START EXTRACTED DATA

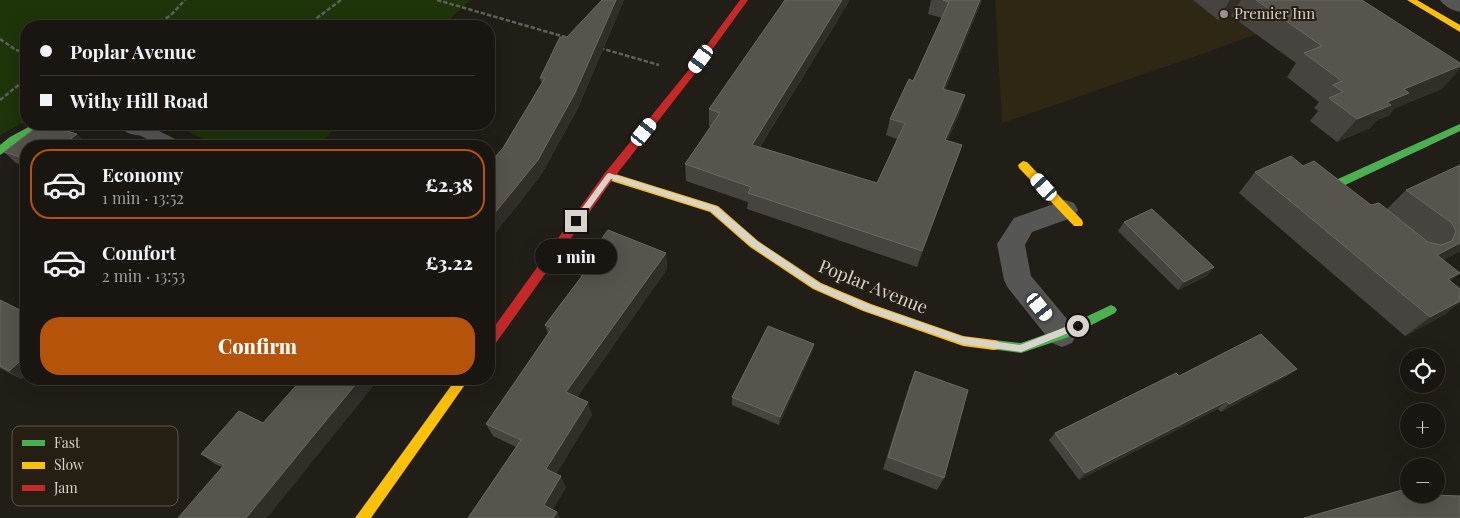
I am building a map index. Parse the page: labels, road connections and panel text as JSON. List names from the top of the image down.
{
  "streets": {
    "street": ["Poplar Avenue"]
  },
  "places": ["Premier Inn"],
  "legend": ["Fast", "Slow", "Jam"],
  "page": {
    "banner": ["Poplar Avenue", "Withy Hill Road"],
    "list": [
      {
        "name": "Economy",
        "note": "1 min · 13:52",
        "value": "£2.38"
      },
      {
        "name": "Comfort",
        "note": "2 min · 13:53",
        "value": "£3.22"
      }
    ],
    "bubble": "1 min",
    "buttons": "Confirm",
    "map_buttons": ["+", "−"]
  }
}
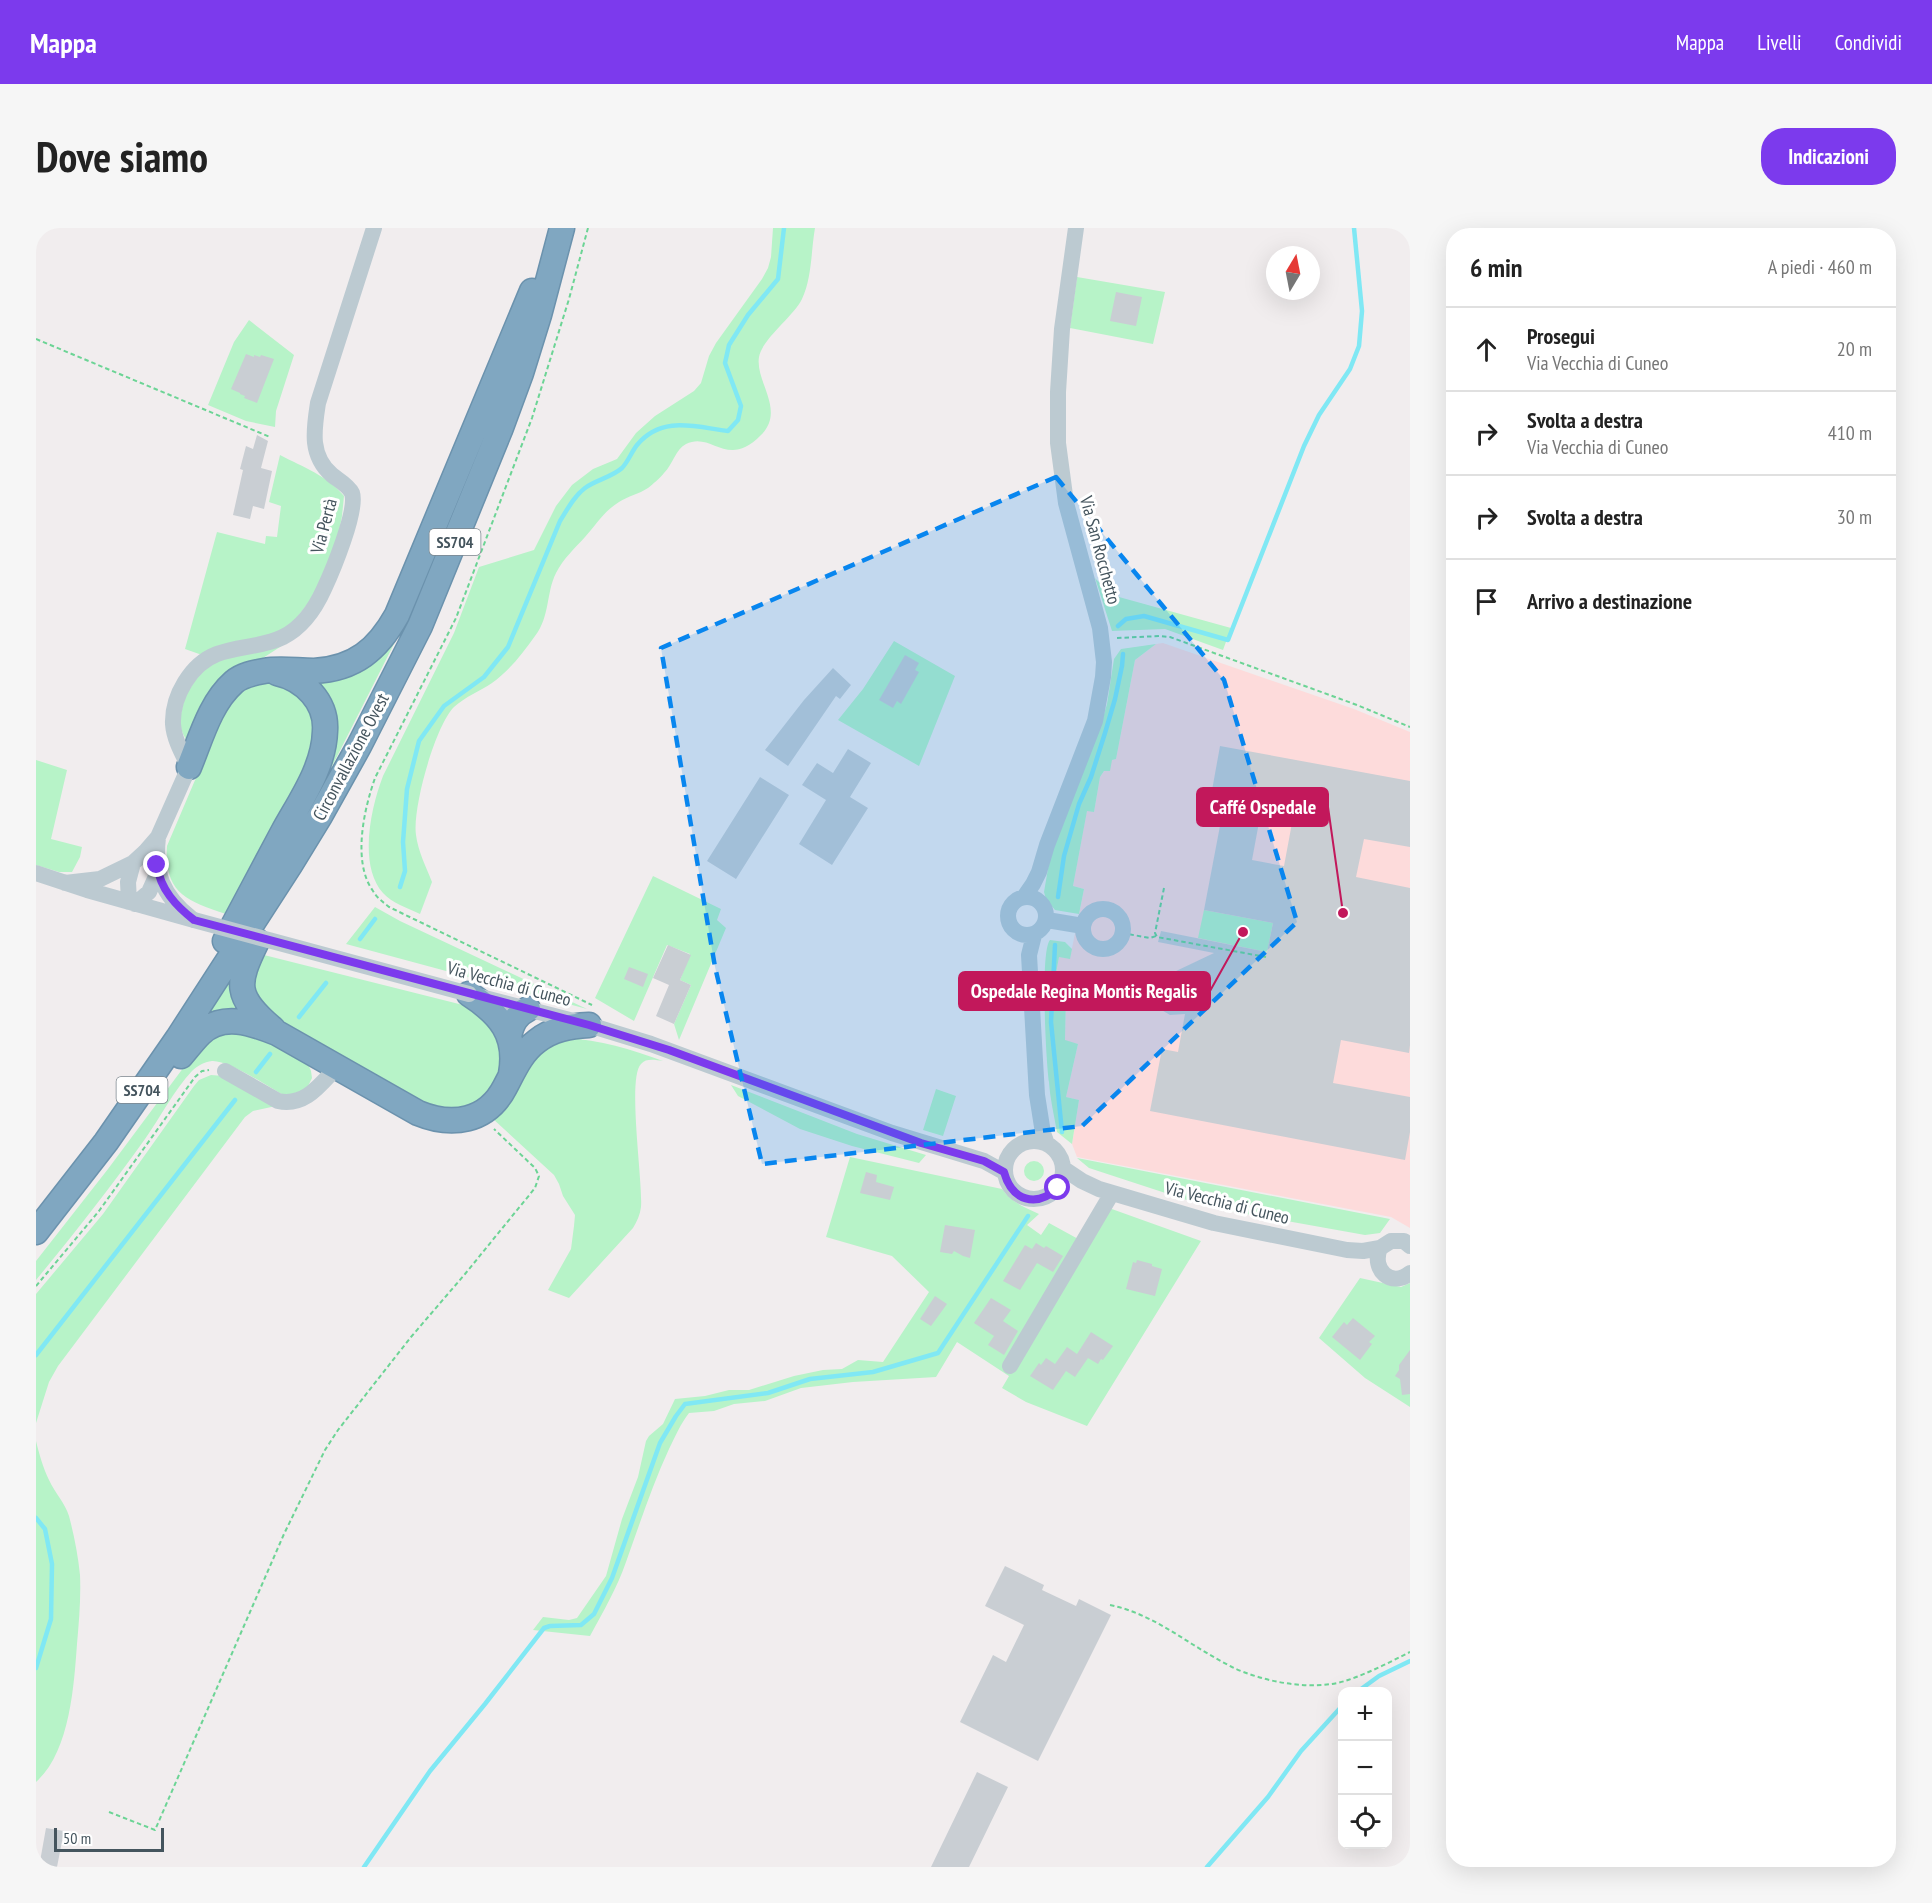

END EXTRACTED DATA

GOAL OF THE EXERCISE: From the first line to the last, repeat the material exactly, but drop the pictures.

FINISHED EXERCISE:
I am building a map index. Parse the page: labels, road connections and panel text as JSON. List names from the top of the image down.
{
  "streets": {
    "street": ["Poplar Avenue"]
  },
  "places": ["Premier Inn"],
  "legend": ["Fast", "Slow", "Jam"],
  "page": {
    "banner": ["Poplar Avenue", "Withy Hill Road"],
    "list": [
      {
        "name": "Economy",
        "note": "1 min · 13:52",
        "value": "£2.38"
      },
      {
        "name": "Comfort",
        "note": "2 min · 13:53",
        "value": "£3.22"
      }
    ],
    "bubble": "1 min",
    "buttons": "Confirm",
    "map_buttons": ["+", "−"]
  }
}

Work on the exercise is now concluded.